Pakistan’s military said Indian forces resumed fire Wednesday morning in the Kailer and Nezapir sectors.
In New Delhi, the Indian army officials confirmed the incident, but blamed Pakistan for initiating the fire.
Two Indian army officials said the Pakistan army fired small arms and mortar shells at Indian positions in the Poonch sector late Tuesday in an “unprovoked attack.” They said Pakistan opened fire earlier Tuesday and the exchange of fire continued Wednesday.
The officials said Indian troops “retaliated.” The officials spoke on condition of anonymity as they were not authorised to speak to journalists.
Shantmanu, a senior government official in Indian-controlled Kashmir, said Pakistani fire wounded one civilian Tuesday.
Angered over the clashes, about 200 Kashmiri activists staged a sit-in Wednesday about 500 metres away from the Line of Control at Chakoti sector in Pakistan-administered Kashmir, asking India to stop the firing. They also urged India to allow them to send supplies for those affected by recent floods in Indian-controlled Kashmir that killed 200 people.
The protesters wanted to hold the rally right on the Line of Control, but Pakistani troops stopped them half a kilometre away from the frontier. The activists belonged to various groups, including the anti-India Jamaat-Ud-Dawa charity, which India says is a front for the Lashkar-e-Taiba militant group. India blames Lashkar-e-Taiba for a 2008 attack on the Indian city of Mumbai that killed 166 people.
Exchange of fire is common along the tense and heavily guarded Line of Control in Kashmir, which is divided between Pakistan and India. Fighting intensified on October 5, when violence erupted there during Eid Al Adha.

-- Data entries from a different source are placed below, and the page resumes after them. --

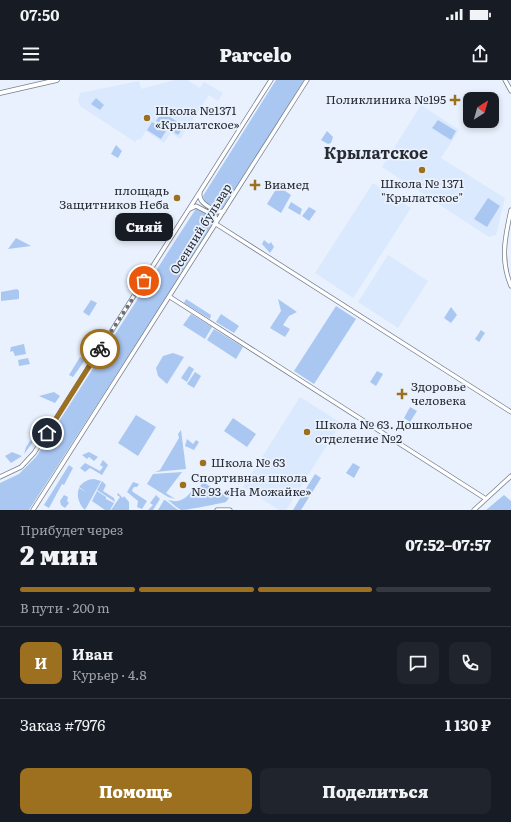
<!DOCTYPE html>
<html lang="ru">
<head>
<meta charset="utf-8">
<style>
	body { margin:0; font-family:Literata,serif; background:#20242c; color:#f1f3f6; height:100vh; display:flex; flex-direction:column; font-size:15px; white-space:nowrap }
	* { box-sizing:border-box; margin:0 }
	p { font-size:13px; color:#9ea1a6 }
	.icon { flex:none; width:22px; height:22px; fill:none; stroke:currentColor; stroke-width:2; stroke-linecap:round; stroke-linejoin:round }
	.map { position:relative; height:430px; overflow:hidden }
	.drawer { display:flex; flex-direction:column; background:#171b24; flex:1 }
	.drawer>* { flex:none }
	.needle { width:26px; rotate:37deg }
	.fabs { position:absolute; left:463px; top:12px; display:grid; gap:8px }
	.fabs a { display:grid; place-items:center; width:36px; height:36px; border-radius:8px; background:#171b24; box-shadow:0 2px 6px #0003; font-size:20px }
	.pin { position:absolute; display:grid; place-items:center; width:34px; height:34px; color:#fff; margin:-17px; border:2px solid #fff; border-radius:50%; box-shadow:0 1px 4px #0007 }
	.courier { position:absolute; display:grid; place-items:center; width:40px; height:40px; margin:-20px; border:3px solid #9c701f; border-radius:50%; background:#fff; color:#222; box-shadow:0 1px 5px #0007 }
	.bubble { position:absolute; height:28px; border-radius:8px; background:#171b24; box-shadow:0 2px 6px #0003; font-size:13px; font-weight:800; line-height:28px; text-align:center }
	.headline em { font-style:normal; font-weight:800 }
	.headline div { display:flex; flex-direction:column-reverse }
	.headline { display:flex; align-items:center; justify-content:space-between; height:68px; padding:0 20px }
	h1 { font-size:26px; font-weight:800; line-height:30px }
	.bar { display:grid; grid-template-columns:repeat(4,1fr); gap:6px 4px; align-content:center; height:48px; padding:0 20px }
	.bar i { height:5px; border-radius:3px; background:#363941 }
	.bar .current { background:#9c701f }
	.bar p { grid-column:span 4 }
	.line { display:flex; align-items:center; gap:10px; padding:0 20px; border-top:1px solid #363941 }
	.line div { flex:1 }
	.round { display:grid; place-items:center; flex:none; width:42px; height:42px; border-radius:8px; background:#20242c }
	.cta { display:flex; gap:8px; margin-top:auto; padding:8px 20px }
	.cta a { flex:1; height:46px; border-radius:8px; background:#9c701f; color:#fff; font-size:16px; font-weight:800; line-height:46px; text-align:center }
	.cta a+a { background:#20242c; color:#f1f3f6 }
	.status { display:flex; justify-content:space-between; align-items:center; height:28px; padding:0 20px; background:#171b24; direction:ltr }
	.status svg { height:11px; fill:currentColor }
	header { display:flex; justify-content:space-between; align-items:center; height:52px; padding:0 20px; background:#171b24; font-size:18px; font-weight:800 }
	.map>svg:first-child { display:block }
</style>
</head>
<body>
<div class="status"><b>07:50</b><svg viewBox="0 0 49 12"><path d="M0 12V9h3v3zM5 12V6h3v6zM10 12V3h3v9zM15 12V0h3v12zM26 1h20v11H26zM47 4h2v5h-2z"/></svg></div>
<header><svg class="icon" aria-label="menu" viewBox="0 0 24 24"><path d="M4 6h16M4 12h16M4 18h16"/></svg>Parcelo<svg class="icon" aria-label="share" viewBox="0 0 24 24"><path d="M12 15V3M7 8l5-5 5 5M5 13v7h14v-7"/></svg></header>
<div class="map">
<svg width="511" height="430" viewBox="0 0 511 430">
	<rect width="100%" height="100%" fill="#e8f1fd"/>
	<path fill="#dae9fe" d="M175 0H187L200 8 204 2 223 13 218 21 209 15 180 59 171 53 164 63 146 51 140 60 138 59 135 62 80 26 78 21 80 13 139 1 141 9Z
		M421 25 459 50 441 78 505 118 496 155 489 157 382 87Z
		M373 103 411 128 353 218 315 193Z
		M388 175 428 201 398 248 358 222Z
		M300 317 341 343 286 430H279L243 407Z"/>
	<path fill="#aac7f2" d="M276 0H304L223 129 218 130 204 121 203 116Z
		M96 18 104 25 100 30 91 24Z
		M162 32 184 46 178 55 156 41Z
		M438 40 456 51 451 60 432 48Z
		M152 42 166 51 161 59 147 50Z
		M327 51 333 57 331 63 328 64 321 60Z
		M116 65 122 71 118 78 111 74Z
		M278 106 291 115 281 133 267 124Z
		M488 118 500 126 487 147 474 139Z
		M291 122 302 129 300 135 288 128Z
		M197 127 214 137 215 142 29 430H0V403L19 394 36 377Z
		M309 127 316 131 309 141 302 136Z
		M16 158 31 166 8 169Z
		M264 160 269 164 271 162 274 167 270 173 262 164Z
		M17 209 19 211V219L1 221V212Z
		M186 219 211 235 210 239 184 223Z
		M278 219 297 232 289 236 283 245 290 249 285 257 270 248 281 231Z
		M91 220 97 223 89 236 83 232Z
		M336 226 356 239 314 304 294 291Z
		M451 227 457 235 451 243 444 238Z
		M191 234 212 247 205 259 183 245Z
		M221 234 239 246 234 253 216 242Z
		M214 249 243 267 236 279 207 260Z
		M481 250 485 253 479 262 475 259Z
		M24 264 26 274 15 276 13 271 10 272 11 267Z
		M173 273 184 277 167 304 158 296 156 288 163 276Z
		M80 277 85 280 73 297 69 295Z
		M28 278 30 284 19 286 18 280Z
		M189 286 194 289 187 302 181 298Z
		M377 291 383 294 376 306 370 302Z
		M195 292 201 296 194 308 187 304Z
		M54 312 60 316 55 323 39 316Z
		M410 327 417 331 410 342 404 338Z
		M136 335 156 347 138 376 118 363Z
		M233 338 256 354 247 367 224 351Z
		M181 350 186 389 155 392 160 390 179 358 178 354Z
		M36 352H38L39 354 24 374 26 367Z
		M187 359 193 364 196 360 199 362 194 370 185 366Z
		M12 372 22 376 11 383 5 376Z
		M89 372 98 377 94 381 89 377 87 379 82 375Z
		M103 380 108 385 102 395 90 388 85 392 80 388 85 383 100 391 103 387 100 385Z
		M353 383 360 387 354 398 346 393Z
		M69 385 73 388 64 405 62 404 49 428 44 425Z
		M182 392 166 413 175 419 168 417 147 404 153 394Z
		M315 394 321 398 301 430H293Z
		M94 399 101 401 85 430C79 424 76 416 79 408L86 412 79 407C83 402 88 399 94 399Z
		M102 401 106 405 103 411 114 418 115 422 97 410Z
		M133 402 139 404 137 407H134L132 410 133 412 147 421 142 429 137 427 138 421 127 412Z
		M203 402 229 418 226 422C217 424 188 430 181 430 177 428 172 423 168 420 179 423 184 420 191 412L195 414Z
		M97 411 106 417V419L114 423 110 430H105L92 421Z
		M118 413 123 418 124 416 129 422V430H111L120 417 117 415Z
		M64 415 68 417 67 421 69 423 65 428 61 425 60 421Z
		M156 415 160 419 153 430H148L153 425 150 423Z
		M504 415 511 421V430H486Z
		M164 420H165L178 430H158Z"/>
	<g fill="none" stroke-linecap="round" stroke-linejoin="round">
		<defs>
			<path id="minor" d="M505 0 511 11
				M200 113C198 123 210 127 217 132L224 131
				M190 129 196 126 215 136 216 142
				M511 130C505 157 500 180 511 206
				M216 144 511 332
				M170 217 486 419
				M0 397 21 387 34 373 271 0
				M33 430 307 0
				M217 430H230
				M474 430 511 396"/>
			<path id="major" d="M0 13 57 0"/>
		</defs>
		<use href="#minor" stroke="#757e8c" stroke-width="5"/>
		<use href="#major" stroke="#757e8c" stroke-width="5.5"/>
		<use href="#minor" stroke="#fff" stroke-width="3.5"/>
		<use href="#major" stroke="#fff" stroke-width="4"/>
	</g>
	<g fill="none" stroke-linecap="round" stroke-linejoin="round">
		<path stroke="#6b7078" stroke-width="4" stroke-dasharray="0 7.2" d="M100 269 144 201"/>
		<path stroke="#9c701f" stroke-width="5" d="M47 353 100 269"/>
	</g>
	<g fill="#9c701f" stroke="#e8f1fd" stroke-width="1.5">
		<path d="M453 14h4v4h4v4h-4v4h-4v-4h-4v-4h4z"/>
		<circle cx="147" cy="38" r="4"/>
		<circle cx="422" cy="90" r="4"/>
		<path d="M253 99h4v4h4v4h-4v4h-4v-4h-4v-4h4z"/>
		<circle cx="177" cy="118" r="4"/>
		<path d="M400 308h4v4h4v4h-4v4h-4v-4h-4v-4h4z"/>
		<circle cx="307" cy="352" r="4"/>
		<circle cx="203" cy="383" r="4"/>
		<circle cx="183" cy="405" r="4"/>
	</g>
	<g text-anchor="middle" stroke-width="3.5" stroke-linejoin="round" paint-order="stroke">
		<g font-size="12" fill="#282b31" stroke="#e8f1fd" text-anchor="start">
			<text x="446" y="24" text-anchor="end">Поликлиника №195</text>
			<text x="155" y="35">Школа №1371<tspan x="155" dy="14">«Крылатское»</tspan></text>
			<text x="422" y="108" text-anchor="middle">Школа № 1371<tspan x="422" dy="14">"Крылатское"</tspan></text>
			<text x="264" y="109">Виамед</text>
			<text x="169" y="115" text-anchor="end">площадь<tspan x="169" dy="14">Защитников Неба</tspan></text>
			<text x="411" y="311">Здоровье<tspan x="411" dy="14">человека</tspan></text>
			<text x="315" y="349">Школа № 63. Дошкольное<tspan x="315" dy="14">отделение №2</tspan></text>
			<text x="211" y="387">Школа № 63</text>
			<text x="191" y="402">Спортивная школа<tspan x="191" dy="14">№ 93 «На Можайке»</tspan></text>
		</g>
		<g font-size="12" fill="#282b31" stroke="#e8f1fd">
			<text transform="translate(201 149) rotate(-58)" y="4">Осенний бульвар</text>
		</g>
		<g font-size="16" font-weight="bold" fill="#282b31" stroke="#e8f1fd">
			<text x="376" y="79">Крылатское</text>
		</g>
	</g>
</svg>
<div class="fabs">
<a><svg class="needle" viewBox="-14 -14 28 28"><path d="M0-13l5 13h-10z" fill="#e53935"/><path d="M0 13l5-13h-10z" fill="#9ea1a6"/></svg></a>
</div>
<div class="pin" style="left:144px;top:201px;background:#ea580c"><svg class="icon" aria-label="bag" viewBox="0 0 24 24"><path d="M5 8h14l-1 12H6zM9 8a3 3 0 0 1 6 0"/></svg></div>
<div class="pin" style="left:47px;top:353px;background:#1f2937"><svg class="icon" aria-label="home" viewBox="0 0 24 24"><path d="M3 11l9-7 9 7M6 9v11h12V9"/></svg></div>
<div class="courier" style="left:100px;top:269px"><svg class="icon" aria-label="bike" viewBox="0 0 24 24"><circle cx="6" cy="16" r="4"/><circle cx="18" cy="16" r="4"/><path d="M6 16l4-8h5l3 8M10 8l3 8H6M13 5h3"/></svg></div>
<div class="bubble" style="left:115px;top:133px;width:58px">Сияй</div>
</div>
<section class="drawer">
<div class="headline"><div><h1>2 мин</h1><p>Прибудет через</p></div><em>07:52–07:57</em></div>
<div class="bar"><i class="current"></i><i class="current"></i><i class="current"></i><i></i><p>В пути · 200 m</p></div>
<div class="line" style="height:72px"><b class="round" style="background:#9c701f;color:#fff">И</b><div><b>Иван</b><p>Курьер · 4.8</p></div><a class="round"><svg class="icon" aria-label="chat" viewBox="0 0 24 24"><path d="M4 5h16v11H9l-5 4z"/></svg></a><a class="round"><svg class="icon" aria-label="phone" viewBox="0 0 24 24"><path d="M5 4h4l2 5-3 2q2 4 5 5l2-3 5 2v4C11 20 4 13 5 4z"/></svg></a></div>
<div class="line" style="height:52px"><div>Заказ #7976</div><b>1 130 ₽</b></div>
<div class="cta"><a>Помощь</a><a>Поделиться</a></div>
</section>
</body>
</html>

So far, this round of cross-border fire has killed 20 people and wounded more than 100 on both sides. Thousands of villagers living in Kashmir and elsewhere in Pakistan’s eastern Punjab province near the Indian-controlled Kashmir already have fled.
The clashes are the most serious violation of a 2003 ceasefire agreement.
The latest violence came after top Pakistan and Indian military officials in a hotline call Monday spoke about the ongoing violence along the border to end the clashes that killed 12 people in Pakistan and eight in India in the past week.
Both Pakistan and India blame the other for the clashes, which broke out after New Delhi abruptly cancelled talks with Pakistan after its ambassador met with Kashmiri separatist leaders.
India accuses Pakistan of sending militants into the Indian-controlled part of Kashmir, which has been a flashpoint of violence between these two neighbours for decades. Both claim the entire region as their own, and have fought two full-scale wars over control of Kashmir since gaining independence from Britain in 1947.